Lideatrick Griffin

Profile
- Position: Wide receiver

Personal information
- Born: January 23, 2001 (age 25)
- Listed height: 5 ft 10 in (1.78 m)
- Listed weight: 181 lb (82 kg)

Career information
- High school: Philadelphia (Philadelphia, Mississippi)
- College: Mississippi State (2020–2023)
- NFL draft: 2024: undrafted

Career history
- Las Vegas Raiders (2024)*; Cleveland Browns (2024)*; Green Bay Packers (2025)*; St. Louis Battlehawks (2026)*;
- * Offseason or practice squad member only

Awards and highlights
- First-team All-American (2022); First-team All-SEC (2022);
- Stats at Pro Football Reference

= Lideatrick Griffin =

American football player (born 2001)

Lideatrick "Tulu" Griffin (born January 23, 2001) is an American former professional football wide receiver. He played college football for the Mississippi State Bulldogs.

==Early life==
Griffin attended Philadelphia High School in Philadelphia, Mississippi, where he played on both sides of the ball for the football team. On offense he caught 117 passes for 1,968 yards and 17 touchdowns, while also adding 1,035 yards and nine touchdowns on the ground, and one passing touchdown. On defense he totalled 38 tackles with two being for a loss, two pass deflections, and four interceptions. Griffin committed to play college football at Mississippi State over other schools such as Auburn, Tennessee, and Memphis.

==College career==
In the 2020 Armed Forces Bowl against Tulsa, Griffin returned four kicks for 138 yards, including a 57-yard return on the opening kickoff, and caught two passes for 17 yards and the game-winning touchdown, earning game MVP honors. He finished the 2020 season with ten receptions for 61 yards and a touchdown, and seven kick returns for 261 yards. In week 2 of the 2021 season, Griffin returned the opening kickoff 100 yards for a touchdown in a win over NC State. He finished the 2021 season with 26 receptions for 269 yards and returned 15 kicks for 459 yards and a touchdown.

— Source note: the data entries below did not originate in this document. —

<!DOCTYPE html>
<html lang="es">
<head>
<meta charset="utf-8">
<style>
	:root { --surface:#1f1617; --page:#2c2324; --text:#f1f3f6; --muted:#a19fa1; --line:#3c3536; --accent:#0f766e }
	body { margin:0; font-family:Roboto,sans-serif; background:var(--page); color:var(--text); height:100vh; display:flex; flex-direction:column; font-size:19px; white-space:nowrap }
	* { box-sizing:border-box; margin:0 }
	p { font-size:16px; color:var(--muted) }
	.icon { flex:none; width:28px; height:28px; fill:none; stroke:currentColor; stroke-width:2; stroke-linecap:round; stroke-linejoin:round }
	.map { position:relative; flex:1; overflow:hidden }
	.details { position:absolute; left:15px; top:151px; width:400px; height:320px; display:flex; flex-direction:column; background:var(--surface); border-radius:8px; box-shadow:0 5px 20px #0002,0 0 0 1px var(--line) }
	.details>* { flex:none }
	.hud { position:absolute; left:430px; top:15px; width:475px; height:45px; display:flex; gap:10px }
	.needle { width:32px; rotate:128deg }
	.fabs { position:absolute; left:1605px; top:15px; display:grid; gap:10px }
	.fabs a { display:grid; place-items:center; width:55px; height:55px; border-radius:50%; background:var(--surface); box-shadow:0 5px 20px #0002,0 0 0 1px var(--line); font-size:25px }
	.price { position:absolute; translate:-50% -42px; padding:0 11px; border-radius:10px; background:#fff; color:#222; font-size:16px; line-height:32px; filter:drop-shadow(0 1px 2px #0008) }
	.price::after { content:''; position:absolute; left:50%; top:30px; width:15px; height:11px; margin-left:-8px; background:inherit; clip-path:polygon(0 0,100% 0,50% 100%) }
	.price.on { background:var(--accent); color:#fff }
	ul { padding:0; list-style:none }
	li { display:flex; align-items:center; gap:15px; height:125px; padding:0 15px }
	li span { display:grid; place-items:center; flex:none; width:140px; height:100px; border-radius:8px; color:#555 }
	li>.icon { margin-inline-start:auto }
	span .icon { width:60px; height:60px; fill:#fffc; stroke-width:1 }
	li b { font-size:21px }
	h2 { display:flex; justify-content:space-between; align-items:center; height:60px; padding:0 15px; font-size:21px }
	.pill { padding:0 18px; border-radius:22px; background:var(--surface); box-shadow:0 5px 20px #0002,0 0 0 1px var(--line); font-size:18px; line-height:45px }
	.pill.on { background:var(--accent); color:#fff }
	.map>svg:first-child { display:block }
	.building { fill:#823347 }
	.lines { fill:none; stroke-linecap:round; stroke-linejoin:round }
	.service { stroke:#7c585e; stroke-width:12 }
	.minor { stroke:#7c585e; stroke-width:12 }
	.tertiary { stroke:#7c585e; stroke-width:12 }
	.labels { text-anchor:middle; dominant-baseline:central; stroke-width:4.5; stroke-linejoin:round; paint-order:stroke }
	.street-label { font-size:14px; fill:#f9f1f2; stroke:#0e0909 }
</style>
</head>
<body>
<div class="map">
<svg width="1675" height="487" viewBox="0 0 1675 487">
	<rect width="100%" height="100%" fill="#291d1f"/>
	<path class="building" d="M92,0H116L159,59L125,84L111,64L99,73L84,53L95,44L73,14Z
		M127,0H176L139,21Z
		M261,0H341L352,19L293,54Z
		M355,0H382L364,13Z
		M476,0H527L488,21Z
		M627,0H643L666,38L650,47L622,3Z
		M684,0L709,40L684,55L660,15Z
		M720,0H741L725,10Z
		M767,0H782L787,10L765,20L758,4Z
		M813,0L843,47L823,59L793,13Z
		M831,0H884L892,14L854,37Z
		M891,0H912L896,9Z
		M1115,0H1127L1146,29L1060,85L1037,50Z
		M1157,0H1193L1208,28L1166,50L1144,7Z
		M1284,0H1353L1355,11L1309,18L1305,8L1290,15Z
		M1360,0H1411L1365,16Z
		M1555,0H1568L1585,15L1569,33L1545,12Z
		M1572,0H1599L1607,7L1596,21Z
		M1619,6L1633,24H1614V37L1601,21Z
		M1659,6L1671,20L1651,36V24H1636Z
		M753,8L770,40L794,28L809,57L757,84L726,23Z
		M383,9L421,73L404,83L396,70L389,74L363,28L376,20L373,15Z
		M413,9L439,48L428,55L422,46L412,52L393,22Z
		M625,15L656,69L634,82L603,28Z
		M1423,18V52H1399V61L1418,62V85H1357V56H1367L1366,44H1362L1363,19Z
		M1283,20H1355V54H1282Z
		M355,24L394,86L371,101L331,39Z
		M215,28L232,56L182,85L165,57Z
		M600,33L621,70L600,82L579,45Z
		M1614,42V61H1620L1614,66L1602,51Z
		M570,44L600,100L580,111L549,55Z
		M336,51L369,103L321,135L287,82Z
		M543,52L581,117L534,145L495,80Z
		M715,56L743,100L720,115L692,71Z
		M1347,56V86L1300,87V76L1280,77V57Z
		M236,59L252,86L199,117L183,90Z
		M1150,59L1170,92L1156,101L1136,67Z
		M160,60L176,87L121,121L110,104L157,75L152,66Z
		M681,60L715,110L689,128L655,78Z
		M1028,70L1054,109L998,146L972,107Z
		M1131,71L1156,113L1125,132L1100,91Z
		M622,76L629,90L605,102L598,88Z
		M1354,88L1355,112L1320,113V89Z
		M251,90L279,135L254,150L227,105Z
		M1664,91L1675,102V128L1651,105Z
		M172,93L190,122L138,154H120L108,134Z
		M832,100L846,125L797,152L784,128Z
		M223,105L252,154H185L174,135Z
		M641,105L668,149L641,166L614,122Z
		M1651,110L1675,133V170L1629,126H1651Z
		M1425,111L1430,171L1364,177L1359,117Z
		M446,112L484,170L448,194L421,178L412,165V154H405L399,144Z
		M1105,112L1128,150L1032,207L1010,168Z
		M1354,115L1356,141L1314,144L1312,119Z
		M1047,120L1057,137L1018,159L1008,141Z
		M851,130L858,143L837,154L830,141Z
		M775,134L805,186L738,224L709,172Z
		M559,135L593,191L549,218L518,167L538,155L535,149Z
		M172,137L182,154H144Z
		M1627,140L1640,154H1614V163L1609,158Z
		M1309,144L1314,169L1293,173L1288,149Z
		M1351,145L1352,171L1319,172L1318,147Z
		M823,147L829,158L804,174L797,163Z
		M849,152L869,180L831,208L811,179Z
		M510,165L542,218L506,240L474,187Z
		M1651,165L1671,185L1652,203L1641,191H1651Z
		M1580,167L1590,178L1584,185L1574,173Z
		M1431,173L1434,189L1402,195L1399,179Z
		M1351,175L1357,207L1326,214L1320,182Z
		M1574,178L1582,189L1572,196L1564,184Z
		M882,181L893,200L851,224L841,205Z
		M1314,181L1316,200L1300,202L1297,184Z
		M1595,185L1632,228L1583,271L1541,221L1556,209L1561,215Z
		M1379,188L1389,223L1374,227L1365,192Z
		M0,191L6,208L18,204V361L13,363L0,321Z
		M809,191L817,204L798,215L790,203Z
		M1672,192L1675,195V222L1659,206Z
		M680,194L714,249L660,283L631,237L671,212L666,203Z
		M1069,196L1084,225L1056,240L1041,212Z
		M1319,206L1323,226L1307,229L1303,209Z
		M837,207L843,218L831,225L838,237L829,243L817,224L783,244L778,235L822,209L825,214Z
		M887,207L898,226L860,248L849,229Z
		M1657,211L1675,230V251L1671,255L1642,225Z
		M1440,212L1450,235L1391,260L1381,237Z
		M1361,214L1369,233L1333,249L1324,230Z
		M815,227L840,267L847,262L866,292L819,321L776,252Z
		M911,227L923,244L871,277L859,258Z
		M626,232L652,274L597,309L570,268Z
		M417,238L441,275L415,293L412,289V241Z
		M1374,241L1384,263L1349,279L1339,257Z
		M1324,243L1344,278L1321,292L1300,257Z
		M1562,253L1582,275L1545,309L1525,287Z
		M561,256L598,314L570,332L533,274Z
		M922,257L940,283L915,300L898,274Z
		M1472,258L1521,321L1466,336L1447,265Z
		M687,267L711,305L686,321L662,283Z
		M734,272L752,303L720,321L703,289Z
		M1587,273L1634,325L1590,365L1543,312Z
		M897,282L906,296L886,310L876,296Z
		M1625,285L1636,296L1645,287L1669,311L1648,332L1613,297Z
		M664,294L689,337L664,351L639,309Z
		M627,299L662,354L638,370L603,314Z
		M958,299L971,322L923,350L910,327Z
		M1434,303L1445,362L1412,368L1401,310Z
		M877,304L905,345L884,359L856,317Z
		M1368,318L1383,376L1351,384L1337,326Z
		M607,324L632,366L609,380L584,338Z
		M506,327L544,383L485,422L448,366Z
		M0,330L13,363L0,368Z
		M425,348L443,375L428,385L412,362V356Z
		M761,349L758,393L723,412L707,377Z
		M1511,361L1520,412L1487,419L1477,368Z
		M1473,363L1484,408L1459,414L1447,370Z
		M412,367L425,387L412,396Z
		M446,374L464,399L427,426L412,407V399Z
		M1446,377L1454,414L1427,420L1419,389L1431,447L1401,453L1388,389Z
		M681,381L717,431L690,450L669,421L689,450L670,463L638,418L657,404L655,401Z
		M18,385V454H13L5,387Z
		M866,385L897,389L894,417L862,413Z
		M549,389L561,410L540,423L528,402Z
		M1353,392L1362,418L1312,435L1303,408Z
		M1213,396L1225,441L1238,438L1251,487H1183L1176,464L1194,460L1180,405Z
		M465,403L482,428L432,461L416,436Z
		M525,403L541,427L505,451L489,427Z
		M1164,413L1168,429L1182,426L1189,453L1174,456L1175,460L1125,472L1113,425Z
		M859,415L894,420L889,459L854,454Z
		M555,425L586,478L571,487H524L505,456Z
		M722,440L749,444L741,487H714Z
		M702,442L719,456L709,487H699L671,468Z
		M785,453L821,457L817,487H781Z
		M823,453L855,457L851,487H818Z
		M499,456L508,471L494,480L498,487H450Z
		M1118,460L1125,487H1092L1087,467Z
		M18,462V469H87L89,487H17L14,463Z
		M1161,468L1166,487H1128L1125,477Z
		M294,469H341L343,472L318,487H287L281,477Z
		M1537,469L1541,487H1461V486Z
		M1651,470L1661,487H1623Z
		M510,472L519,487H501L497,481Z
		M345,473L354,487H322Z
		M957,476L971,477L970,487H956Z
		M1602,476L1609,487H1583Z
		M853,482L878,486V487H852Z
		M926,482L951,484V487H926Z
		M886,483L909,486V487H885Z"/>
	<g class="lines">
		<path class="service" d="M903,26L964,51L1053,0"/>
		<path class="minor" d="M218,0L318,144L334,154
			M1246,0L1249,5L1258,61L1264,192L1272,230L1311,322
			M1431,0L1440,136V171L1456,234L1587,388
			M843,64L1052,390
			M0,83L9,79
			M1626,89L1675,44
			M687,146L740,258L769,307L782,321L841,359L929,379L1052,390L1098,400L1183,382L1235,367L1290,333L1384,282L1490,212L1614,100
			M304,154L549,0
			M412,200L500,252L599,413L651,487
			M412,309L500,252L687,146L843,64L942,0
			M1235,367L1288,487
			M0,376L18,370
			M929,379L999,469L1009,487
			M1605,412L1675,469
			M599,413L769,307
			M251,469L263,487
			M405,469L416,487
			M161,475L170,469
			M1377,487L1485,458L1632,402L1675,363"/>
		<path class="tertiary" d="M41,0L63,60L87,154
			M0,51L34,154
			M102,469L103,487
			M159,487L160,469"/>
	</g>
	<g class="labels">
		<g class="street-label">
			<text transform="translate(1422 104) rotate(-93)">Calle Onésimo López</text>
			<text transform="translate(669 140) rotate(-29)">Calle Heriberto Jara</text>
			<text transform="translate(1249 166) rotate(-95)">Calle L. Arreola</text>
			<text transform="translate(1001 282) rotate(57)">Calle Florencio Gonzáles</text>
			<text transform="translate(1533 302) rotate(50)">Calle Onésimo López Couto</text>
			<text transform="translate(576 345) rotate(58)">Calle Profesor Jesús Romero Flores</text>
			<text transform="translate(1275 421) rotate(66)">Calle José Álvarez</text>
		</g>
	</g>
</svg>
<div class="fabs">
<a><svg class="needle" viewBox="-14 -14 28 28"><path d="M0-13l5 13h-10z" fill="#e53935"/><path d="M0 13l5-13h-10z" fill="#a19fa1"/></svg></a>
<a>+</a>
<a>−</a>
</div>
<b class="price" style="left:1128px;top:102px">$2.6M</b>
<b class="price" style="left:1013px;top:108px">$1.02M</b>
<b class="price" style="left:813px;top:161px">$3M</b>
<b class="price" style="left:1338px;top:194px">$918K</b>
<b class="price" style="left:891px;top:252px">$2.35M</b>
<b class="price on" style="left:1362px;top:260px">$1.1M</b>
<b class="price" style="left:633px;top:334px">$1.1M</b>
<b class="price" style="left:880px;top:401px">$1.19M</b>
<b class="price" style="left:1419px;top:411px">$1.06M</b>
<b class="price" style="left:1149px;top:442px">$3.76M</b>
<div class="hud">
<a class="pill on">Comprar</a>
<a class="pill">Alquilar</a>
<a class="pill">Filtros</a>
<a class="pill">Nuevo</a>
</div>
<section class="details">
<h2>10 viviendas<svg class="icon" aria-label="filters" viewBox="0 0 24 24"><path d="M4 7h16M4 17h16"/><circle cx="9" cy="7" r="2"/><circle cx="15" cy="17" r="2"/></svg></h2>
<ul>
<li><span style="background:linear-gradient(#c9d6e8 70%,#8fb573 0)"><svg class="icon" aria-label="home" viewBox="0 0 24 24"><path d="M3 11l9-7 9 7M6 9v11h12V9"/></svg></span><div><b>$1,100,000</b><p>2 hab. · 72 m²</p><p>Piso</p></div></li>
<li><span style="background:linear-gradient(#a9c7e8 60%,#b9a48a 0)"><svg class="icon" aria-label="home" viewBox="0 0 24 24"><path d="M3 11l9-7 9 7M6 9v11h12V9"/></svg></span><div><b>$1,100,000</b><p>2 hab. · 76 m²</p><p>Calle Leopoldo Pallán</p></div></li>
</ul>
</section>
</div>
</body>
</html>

In week 4 of the 2022 season, Griffin caught a nine-yard touchdown reception in a win over Bowling Green. In week 10, he returned a kickoff 92 yards for a touchdown and hauled in a 57-yard reception in a 39–33 overtime win over Auburn, earning co-SEC special teams player of the week honors. In week 12, Griffin hauled in four receptions for 53 yards and two touchdowns in a 56–7 blowout of East Tennessee State 56–7. He finished the 2022 season with 42 receptions for 502 yards and four touchdowns, while also returning 19 kicks for 613 yards and a touchdown. Griffin was named first-team all-SEC as a returner and first-team All-American as a returner by FWAA.

Ahead of the 2023 season, Griffin was named preseason second-team all-SEC as an all-purpose back and third-team as a returner, as well as a preseason All-American. He was also named to the Paul Hornung Award watchlist.

==Professional career==

Pre-draft measurables
| Height | Weight | Arm length | Hand span | 40-yard dash | 10-yard split | 20-yard split | 20-yard shuttle | Three-cone drill | Vertical jump | Broad jump |
| 5 ft 10 in (1.78 m) | 181 lb (82 kg) | 30+5⁄8 in (0.78 m) | 9+1⁄8 in (0.23 m) | 4.43 s | 1.55 s | 2.58 s | 4.32 s | 7.00 s | 35.5 in (0.90 m) | 10 ft 4 in (3.15 m) |
All values from NFL Combine/Pro Day

===Las Vegas Raiders===
Griffin signed with the Las Vegas Raiders as an undrafted free agent on April 27, 2024. He was also selected by the San Antonio Brahmas in the sixth round of the 2024 UFL draft on July 17, 2024. He was waived on August 27, 2024.

===Cleveland Browns===
On August 29, 2024, Griffin was signed to the Cleveland Browns practice squad. He was released on September 10, 2024.

===Green Bay Packers===
On January 14, 2025, Griffin signed a reserve/futures contract with the Green Bay Packers. He was released by the Packers on May 5, 2025.

=== St. Louis Battlehawks ===
On January 14, 2026, Griffin was selected by the St. Louis Battlehawks of the United Football League (UFL). He retired on February 23.